* What is being asked: When a line in the entries below contains the word "body", copy that line.

* Records for the exercise:
[Start of section]
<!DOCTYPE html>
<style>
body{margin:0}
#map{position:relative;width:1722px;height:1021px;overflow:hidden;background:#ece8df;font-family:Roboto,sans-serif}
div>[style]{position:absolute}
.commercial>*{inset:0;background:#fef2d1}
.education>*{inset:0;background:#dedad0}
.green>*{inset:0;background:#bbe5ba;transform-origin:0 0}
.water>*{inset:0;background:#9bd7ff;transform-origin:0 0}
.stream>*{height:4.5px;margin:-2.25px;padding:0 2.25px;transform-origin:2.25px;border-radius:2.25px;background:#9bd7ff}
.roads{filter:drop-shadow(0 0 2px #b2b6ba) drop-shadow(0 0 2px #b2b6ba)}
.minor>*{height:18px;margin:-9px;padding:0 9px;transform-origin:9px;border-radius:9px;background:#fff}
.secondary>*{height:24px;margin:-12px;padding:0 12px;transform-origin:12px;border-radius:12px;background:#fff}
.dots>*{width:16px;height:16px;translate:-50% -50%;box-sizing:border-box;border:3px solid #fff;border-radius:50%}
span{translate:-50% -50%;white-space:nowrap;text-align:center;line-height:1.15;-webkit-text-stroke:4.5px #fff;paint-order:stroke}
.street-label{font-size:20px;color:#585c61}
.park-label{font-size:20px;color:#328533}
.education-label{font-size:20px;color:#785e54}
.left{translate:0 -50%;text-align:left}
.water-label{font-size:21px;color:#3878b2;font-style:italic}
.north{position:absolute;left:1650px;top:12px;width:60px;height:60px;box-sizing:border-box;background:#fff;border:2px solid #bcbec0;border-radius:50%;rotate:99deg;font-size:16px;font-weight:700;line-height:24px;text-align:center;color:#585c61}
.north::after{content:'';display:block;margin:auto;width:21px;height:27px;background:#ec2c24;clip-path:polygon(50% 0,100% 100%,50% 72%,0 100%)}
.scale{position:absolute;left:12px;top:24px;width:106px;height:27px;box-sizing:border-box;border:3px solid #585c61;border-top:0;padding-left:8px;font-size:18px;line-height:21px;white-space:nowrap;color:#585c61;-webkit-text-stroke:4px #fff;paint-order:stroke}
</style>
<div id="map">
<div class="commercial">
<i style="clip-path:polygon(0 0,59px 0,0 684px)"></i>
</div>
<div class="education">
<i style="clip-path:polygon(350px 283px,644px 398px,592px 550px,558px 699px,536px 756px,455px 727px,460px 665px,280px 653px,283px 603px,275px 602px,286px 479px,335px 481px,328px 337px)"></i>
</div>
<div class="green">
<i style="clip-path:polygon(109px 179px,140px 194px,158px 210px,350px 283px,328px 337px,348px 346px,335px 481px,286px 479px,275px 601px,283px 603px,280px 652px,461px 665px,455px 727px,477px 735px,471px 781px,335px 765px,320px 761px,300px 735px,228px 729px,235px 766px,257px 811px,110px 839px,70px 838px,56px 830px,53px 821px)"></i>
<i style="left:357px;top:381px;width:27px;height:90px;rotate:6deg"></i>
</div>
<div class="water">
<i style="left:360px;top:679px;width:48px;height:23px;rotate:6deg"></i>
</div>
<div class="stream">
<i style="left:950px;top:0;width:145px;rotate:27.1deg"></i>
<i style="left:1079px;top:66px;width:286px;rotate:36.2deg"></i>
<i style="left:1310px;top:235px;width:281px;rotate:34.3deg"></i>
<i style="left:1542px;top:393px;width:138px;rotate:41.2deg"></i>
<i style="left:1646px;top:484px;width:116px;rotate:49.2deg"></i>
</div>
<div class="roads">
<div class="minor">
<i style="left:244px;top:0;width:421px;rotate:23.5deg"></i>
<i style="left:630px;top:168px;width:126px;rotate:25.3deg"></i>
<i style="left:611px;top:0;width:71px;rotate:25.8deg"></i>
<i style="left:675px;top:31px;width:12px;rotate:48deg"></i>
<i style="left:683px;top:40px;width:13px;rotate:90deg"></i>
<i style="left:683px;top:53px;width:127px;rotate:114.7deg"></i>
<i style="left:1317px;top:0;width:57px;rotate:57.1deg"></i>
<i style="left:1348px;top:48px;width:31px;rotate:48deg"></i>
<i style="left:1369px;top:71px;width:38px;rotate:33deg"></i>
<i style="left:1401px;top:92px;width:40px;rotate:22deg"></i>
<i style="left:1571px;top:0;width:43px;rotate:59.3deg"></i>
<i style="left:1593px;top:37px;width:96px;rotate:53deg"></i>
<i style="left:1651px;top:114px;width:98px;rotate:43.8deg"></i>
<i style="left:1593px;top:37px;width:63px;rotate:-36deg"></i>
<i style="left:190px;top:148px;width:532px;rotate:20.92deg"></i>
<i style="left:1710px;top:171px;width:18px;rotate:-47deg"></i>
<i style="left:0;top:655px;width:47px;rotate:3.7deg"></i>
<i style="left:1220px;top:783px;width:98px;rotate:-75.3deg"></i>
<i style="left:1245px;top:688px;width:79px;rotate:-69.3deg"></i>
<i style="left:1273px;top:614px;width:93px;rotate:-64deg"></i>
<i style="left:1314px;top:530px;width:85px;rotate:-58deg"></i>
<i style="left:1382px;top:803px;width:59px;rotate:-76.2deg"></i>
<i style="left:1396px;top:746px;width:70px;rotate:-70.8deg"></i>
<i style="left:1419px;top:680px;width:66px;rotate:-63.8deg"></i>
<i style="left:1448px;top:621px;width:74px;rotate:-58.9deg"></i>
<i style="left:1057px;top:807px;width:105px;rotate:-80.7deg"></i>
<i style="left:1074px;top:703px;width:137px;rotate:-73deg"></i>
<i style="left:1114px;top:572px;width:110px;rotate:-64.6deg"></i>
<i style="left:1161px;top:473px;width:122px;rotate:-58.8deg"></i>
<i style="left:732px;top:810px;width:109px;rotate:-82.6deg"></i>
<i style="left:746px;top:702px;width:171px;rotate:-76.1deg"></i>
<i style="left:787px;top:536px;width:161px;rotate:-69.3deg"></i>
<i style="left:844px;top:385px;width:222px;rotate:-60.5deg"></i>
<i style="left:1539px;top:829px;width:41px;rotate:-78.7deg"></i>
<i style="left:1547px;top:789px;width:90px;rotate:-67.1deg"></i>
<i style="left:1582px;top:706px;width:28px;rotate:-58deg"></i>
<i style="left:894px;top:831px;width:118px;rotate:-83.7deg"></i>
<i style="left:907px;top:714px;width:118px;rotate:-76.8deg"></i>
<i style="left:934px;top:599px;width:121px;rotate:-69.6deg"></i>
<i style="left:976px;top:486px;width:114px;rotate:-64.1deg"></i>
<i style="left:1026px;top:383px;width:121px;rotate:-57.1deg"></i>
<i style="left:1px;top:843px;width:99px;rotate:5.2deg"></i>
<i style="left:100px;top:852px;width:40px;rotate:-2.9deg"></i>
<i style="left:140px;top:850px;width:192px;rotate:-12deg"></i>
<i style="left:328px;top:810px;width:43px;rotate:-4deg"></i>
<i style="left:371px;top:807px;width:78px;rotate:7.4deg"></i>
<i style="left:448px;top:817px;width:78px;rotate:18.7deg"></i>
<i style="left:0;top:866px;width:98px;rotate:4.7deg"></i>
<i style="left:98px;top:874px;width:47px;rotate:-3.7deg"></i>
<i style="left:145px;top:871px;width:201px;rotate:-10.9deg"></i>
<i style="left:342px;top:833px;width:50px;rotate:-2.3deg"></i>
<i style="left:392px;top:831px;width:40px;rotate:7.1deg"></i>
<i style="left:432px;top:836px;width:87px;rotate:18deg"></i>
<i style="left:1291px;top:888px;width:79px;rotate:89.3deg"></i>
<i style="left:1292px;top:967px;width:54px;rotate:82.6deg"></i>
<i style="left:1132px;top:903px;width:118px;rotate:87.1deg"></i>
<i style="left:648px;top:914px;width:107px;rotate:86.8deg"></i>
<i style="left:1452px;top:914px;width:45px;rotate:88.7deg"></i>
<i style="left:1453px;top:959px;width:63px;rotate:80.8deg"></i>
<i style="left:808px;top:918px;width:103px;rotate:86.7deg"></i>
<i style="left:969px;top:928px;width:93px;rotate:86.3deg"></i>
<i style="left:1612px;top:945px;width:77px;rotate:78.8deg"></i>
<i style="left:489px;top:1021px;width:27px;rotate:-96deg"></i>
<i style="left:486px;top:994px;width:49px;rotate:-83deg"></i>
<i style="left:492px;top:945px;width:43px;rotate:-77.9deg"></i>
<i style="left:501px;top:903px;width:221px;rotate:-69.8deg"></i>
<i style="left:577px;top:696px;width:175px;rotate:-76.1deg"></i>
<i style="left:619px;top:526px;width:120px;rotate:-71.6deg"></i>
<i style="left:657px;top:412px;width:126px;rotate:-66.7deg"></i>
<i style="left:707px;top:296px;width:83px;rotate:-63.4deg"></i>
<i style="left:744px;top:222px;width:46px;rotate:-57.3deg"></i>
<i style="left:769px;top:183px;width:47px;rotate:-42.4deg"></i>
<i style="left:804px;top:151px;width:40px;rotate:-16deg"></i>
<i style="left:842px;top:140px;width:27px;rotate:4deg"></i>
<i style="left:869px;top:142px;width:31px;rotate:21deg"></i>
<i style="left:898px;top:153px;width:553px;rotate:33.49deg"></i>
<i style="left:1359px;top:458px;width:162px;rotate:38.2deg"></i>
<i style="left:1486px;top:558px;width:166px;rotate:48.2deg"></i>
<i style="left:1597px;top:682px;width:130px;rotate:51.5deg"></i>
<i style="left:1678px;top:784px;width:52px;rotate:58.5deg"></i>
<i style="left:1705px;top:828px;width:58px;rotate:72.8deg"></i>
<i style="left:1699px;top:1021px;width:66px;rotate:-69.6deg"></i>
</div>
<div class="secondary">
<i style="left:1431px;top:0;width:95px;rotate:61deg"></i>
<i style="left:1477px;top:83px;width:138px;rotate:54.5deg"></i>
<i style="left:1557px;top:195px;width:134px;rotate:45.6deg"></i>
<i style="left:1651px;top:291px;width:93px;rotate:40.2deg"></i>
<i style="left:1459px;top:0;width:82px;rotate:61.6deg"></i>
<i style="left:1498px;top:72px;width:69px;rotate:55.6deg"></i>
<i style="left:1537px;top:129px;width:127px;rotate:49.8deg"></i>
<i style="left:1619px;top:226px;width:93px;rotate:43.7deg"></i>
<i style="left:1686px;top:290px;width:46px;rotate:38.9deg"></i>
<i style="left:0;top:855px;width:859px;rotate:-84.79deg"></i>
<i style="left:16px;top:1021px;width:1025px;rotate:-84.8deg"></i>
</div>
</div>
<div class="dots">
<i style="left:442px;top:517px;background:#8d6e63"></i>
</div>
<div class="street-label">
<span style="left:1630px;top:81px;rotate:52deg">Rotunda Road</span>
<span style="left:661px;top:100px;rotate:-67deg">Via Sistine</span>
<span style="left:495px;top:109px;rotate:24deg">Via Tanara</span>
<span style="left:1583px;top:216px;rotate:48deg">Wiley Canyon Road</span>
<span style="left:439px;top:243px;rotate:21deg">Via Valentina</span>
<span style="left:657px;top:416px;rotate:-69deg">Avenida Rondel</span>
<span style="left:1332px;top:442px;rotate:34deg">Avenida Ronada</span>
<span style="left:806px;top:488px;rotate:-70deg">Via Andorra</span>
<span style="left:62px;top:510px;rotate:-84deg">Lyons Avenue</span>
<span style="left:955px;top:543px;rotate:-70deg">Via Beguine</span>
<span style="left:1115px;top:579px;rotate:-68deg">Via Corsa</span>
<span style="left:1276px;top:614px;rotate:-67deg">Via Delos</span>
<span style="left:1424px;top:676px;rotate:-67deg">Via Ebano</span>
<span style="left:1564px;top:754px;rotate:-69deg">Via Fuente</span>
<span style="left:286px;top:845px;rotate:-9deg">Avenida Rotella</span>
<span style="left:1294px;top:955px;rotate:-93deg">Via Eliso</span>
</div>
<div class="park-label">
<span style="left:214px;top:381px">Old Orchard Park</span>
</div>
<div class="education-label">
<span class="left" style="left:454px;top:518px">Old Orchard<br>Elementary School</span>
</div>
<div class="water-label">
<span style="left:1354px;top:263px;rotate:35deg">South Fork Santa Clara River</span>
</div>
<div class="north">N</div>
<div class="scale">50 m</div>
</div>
[End of section]
[Start of section]
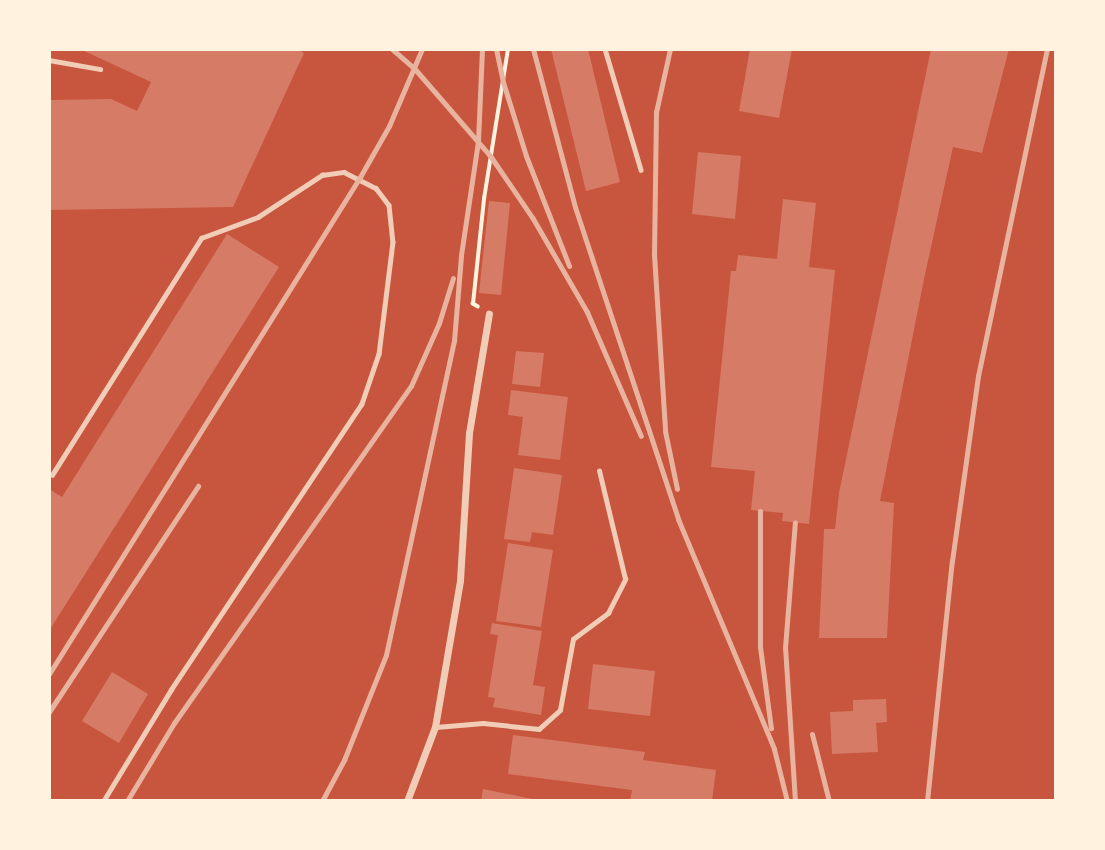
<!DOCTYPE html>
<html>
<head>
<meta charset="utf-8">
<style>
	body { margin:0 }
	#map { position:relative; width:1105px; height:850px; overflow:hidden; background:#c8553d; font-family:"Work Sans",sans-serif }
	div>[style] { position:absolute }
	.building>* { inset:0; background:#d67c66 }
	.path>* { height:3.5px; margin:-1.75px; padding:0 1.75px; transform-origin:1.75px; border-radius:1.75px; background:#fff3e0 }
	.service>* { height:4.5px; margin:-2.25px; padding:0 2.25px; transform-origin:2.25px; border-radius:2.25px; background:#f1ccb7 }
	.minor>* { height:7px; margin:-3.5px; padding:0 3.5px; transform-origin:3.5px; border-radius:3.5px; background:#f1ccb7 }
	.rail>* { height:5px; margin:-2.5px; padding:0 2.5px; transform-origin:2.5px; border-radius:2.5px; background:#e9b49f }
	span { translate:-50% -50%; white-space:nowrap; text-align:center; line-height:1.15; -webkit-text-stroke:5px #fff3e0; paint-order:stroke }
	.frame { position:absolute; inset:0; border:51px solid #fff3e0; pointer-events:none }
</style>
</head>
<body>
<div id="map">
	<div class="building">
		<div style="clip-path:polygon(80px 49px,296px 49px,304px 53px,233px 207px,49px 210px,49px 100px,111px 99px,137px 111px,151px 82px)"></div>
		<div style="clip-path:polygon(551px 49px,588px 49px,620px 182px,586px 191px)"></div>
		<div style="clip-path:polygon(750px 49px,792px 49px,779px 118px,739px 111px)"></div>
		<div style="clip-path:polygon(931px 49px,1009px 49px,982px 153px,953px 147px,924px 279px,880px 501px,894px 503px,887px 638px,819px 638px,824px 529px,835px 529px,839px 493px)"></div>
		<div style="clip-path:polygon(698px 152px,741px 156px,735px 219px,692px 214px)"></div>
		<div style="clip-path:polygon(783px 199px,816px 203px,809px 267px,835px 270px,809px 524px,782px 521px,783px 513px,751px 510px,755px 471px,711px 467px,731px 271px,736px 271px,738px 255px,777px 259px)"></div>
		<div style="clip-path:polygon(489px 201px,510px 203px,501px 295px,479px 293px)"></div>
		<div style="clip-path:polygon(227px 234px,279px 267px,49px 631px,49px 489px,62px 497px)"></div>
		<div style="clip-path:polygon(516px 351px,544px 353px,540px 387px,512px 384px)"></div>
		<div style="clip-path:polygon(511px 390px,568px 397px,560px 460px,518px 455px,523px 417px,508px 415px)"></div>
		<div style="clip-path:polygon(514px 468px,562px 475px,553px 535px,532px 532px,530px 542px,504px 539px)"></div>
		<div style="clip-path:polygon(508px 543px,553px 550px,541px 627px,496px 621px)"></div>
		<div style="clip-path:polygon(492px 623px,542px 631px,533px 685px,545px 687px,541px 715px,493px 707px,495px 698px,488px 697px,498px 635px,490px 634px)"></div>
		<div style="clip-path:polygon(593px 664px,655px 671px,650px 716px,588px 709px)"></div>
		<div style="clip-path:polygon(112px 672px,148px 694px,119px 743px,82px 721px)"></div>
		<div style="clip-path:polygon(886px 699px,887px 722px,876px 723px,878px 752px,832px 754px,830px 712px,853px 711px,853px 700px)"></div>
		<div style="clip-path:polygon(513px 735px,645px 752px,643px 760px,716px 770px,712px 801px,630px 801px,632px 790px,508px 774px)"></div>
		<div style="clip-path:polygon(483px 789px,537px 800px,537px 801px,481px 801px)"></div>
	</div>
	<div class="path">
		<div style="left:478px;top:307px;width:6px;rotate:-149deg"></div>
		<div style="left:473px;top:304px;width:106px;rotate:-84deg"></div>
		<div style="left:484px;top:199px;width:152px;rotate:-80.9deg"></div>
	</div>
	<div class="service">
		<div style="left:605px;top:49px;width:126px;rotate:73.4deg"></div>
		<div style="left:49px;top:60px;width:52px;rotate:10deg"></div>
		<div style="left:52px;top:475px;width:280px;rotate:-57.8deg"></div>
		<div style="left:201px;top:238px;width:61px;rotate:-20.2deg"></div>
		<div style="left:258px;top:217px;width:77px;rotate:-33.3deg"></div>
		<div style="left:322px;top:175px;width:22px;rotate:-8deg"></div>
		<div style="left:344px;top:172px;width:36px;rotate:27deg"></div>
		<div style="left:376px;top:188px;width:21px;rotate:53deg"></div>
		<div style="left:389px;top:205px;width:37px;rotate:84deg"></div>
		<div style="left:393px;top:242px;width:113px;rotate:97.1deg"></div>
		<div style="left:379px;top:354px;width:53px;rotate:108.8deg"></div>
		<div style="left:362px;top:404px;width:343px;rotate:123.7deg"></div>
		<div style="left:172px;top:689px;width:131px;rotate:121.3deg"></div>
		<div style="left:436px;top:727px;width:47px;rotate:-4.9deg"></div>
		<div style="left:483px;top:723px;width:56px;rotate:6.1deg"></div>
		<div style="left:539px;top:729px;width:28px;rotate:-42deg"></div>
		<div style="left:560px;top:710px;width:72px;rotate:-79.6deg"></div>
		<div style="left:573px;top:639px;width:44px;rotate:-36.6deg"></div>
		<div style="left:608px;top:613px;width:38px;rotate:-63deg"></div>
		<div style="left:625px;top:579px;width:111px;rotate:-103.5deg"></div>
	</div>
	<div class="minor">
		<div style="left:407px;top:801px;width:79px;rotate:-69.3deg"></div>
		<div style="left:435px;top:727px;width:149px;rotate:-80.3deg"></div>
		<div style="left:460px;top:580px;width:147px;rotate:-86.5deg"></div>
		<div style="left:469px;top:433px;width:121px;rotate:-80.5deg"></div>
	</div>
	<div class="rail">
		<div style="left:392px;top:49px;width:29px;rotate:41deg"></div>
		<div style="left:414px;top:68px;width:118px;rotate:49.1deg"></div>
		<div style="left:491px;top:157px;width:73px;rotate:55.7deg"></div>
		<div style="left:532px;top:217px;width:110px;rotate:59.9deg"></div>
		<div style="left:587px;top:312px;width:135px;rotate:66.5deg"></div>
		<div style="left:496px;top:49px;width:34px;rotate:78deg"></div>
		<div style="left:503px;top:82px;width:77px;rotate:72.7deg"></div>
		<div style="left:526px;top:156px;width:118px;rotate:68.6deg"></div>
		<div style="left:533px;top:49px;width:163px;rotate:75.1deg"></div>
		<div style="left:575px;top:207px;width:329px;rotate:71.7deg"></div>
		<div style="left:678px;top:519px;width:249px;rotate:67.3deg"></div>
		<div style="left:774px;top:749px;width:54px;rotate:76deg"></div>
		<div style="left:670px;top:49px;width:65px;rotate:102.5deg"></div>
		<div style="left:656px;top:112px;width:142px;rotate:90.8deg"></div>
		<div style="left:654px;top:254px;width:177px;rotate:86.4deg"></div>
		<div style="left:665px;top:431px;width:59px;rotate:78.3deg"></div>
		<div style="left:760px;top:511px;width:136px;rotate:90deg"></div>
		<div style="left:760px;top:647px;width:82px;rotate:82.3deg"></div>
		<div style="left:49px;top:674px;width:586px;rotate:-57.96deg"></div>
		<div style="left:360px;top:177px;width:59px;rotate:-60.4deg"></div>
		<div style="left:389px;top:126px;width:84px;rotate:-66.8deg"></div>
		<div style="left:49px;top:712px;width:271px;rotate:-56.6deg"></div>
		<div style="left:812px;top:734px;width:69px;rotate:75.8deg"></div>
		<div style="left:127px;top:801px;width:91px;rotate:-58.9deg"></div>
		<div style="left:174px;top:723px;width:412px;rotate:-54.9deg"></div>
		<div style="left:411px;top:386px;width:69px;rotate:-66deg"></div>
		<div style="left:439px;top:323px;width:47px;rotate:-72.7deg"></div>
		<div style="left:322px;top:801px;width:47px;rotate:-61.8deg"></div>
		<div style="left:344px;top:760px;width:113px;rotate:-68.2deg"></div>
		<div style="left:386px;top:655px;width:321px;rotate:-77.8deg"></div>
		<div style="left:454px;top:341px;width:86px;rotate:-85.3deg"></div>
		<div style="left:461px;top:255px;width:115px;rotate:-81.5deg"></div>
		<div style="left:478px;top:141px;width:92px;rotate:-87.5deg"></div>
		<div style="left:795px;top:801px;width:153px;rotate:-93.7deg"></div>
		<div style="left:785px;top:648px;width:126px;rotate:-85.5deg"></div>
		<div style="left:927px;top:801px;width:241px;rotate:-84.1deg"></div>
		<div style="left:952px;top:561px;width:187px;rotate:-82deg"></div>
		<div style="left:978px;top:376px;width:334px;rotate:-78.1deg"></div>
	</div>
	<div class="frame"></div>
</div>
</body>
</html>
[End of section]
* Exercise answer:
body{margin:0}
	body { margin:0 }
<body>
</body>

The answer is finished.